With TUNA's underlying product coming in, a 3.5 million run on top of a drastic price reduction should push volume. With price perceptions at extreme highs, both TUNA and TUGR will be reduced in price 25%. For TUGR, this brings us much closer to the ideal price for the EL segment. It is still off by quite a bit for TUNA, but this is the time for TUNA to skim as much margin as possible.

Ad dollars are at pretty much the same level across all of the brands. Though the experiments tell us to increase ad spend in certain areas, right now it is just not affordable with such a constrained budget and so many brands in our portfolio. If this becomes too much of an issue, we should explore shelving a low-profitability brand. Or slash its budget to shift resources into brands that could either use help or could have a big boost.
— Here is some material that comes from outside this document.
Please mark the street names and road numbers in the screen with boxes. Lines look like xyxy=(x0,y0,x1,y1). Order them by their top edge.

Next period, the need for our sizable commercial teams will have to be explored as a potential cost-saving measure, especially if we do not see a sizable gain in our budget. Without a gain, it will be difficult to R&D a third Nutrites product with so many other products in our portfolio.
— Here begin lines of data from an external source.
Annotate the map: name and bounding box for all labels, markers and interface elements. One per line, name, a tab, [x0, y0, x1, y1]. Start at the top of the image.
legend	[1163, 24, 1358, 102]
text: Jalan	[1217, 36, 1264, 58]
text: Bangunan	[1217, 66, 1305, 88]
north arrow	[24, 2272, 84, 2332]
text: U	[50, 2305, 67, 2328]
At first we were worried that a team may be entering Nutrites this period, but their investment of $2.7 million is not nearly enough capital to complete a Nutrites project. The cheapest Nutrites project that we were able to estimate was $4.28 million, and that was with every attribute at a 10 out of 100. That means we have at least one more period of Nutrites dominance. Team R (the ones that invested), had their budget jump by a large margin this period, so they will have more than enough to enter the market. Hopefully they will use the same methodology for their RIBS R&D, since it ended up not aligning with the LI segment's ideal product.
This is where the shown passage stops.